The site of major 17th century witch trials and Adolf Hitler’s Bamberg Conference, the historical Bamberg, Germany is today a quaint and pleasant town known for its beer brewing industry and remarkable architecture.
The print you see above, signed by F. Rufuer, shows a far-off view looking down on Bamberg. The subtle colors suggest a peaceful day, and you can see the distant cathedrals and monasteries atop the hill. Even in this print you can see that the town is filled with beautiful architecture.
The first recorded mention of Bamberg was in the year 902, and today its medieval city layout can still be recognized.

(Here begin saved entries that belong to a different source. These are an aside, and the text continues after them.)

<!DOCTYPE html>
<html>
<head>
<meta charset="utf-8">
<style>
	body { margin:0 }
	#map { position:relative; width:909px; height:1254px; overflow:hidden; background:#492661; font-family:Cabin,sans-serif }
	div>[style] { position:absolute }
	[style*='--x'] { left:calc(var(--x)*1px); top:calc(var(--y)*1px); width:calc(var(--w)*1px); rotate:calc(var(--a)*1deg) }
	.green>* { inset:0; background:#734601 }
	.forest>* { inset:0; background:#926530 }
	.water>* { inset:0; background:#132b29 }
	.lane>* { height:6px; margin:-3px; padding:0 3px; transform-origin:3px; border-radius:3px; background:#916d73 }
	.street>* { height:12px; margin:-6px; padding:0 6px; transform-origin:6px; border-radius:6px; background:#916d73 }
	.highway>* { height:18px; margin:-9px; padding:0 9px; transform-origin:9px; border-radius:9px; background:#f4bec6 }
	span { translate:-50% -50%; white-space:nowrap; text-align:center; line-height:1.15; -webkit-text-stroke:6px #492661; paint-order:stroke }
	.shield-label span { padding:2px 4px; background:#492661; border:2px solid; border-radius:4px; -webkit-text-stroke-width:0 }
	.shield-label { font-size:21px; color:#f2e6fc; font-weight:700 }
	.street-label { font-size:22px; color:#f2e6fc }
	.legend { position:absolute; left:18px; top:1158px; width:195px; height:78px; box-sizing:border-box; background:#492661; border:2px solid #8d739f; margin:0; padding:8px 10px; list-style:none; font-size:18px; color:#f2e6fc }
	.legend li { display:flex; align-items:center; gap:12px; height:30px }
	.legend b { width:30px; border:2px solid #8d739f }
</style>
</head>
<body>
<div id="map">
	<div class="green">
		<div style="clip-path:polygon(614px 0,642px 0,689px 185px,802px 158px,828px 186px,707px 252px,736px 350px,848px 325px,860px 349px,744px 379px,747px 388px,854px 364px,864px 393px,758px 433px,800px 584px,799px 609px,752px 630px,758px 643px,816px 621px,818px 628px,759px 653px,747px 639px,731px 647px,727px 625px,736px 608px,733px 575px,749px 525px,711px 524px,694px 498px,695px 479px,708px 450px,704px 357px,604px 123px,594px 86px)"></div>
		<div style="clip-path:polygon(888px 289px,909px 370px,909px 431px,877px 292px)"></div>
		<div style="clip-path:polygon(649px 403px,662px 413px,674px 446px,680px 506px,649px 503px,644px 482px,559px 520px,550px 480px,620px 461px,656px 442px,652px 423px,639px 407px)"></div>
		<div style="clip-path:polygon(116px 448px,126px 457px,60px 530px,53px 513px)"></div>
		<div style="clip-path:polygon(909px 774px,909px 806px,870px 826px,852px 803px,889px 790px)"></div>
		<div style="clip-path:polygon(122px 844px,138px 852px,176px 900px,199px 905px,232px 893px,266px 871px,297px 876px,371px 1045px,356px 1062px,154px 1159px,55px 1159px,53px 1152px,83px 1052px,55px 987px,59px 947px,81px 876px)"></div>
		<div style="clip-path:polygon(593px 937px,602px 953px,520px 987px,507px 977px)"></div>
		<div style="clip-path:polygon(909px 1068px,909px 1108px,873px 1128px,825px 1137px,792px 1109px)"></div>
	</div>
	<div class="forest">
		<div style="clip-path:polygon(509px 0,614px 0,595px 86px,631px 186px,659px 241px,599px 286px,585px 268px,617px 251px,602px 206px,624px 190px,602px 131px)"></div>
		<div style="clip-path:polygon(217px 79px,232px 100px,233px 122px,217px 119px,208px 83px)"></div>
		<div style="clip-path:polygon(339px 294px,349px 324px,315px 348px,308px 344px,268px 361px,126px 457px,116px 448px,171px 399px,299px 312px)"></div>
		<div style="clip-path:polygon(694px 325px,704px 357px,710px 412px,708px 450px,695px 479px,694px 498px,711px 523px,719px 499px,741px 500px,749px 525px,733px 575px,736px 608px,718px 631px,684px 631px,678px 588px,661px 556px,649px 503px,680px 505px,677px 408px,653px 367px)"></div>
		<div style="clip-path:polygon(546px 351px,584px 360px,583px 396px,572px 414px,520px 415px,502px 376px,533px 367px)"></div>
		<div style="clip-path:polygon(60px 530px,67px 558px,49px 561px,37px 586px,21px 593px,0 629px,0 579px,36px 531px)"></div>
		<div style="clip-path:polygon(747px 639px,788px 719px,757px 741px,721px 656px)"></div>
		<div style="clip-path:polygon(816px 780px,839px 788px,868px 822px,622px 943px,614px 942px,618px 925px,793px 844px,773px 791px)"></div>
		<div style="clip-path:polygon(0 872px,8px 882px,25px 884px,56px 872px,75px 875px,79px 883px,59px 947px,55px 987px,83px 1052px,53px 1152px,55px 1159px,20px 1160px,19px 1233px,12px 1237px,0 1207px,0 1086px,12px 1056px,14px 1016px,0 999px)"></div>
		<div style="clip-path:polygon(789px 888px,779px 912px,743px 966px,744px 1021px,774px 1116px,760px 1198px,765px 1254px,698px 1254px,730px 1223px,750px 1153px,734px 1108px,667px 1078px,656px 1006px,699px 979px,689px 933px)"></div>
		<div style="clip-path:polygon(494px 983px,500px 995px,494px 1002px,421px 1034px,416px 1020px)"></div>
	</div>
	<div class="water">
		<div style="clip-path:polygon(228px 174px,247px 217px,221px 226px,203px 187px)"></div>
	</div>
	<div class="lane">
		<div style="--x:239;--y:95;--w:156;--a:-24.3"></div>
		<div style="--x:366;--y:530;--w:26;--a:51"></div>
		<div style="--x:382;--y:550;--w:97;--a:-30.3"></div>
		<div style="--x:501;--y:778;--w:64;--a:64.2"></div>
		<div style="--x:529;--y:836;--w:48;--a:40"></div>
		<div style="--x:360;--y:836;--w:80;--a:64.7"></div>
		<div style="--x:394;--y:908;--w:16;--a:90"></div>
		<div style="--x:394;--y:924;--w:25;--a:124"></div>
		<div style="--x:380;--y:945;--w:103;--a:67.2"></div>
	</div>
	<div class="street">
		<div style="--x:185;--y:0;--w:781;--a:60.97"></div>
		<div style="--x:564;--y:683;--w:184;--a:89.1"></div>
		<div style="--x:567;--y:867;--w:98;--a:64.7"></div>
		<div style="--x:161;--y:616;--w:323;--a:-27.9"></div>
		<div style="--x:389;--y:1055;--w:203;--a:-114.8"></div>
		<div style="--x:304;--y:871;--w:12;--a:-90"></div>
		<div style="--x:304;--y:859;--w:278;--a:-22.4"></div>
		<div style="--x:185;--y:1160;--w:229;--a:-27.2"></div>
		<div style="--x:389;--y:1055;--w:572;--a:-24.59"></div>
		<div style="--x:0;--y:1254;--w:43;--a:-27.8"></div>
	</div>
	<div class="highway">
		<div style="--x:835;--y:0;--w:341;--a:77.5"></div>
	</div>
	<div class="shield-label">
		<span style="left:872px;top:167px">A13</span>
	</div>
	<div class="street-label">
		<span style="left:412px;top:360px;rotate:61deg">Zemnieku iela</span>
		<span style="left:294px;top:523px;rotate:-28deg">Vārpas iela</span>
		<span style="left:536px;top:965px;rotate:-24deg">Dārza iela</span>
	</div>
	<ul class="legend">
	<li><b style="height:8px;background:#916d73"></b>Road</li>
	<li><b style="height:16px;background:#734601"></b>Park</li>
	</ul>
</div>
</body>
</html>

In the 17th century, the wave of witch trials and mass hysteria found itself caught in Bamberg, where the famous Drudenhaus was built in 1627, a “witch prison” that was the site of many witch trials and executions. Johannes Junius, one such person accused of witchcraft, made a name for himself in Drudenhaus after confessing to witchcraft under torture then writing a letter to his daughter prior to his execution admitting that he had been forced into a confession of witchcraft. His letter is one of the most valuable records of the witchcraft trials.
Today, Bamberg is a pleasant town with old roots. It is not among the most popular tourist destinations in Europe, but for those who do visit, it has pleasant medieval architecture and countless historical sights.
One of its most notable attractions is its brewing industry. Unlike other German breweries that each have their own distinct beer styles, Bamberg’s brewing style cannot be categorized as easily. There are about 300 breweries within a fifty-mile radius of the town, most of which are very small and deliver to only a few pubs.
Bamberg, Germany has left behind its chaotic periods of history, but it remains a fascinating look at how the past forms the present. Why not take a little trip and sip a local brew while admiring the architecture in this one-of-a-kind town?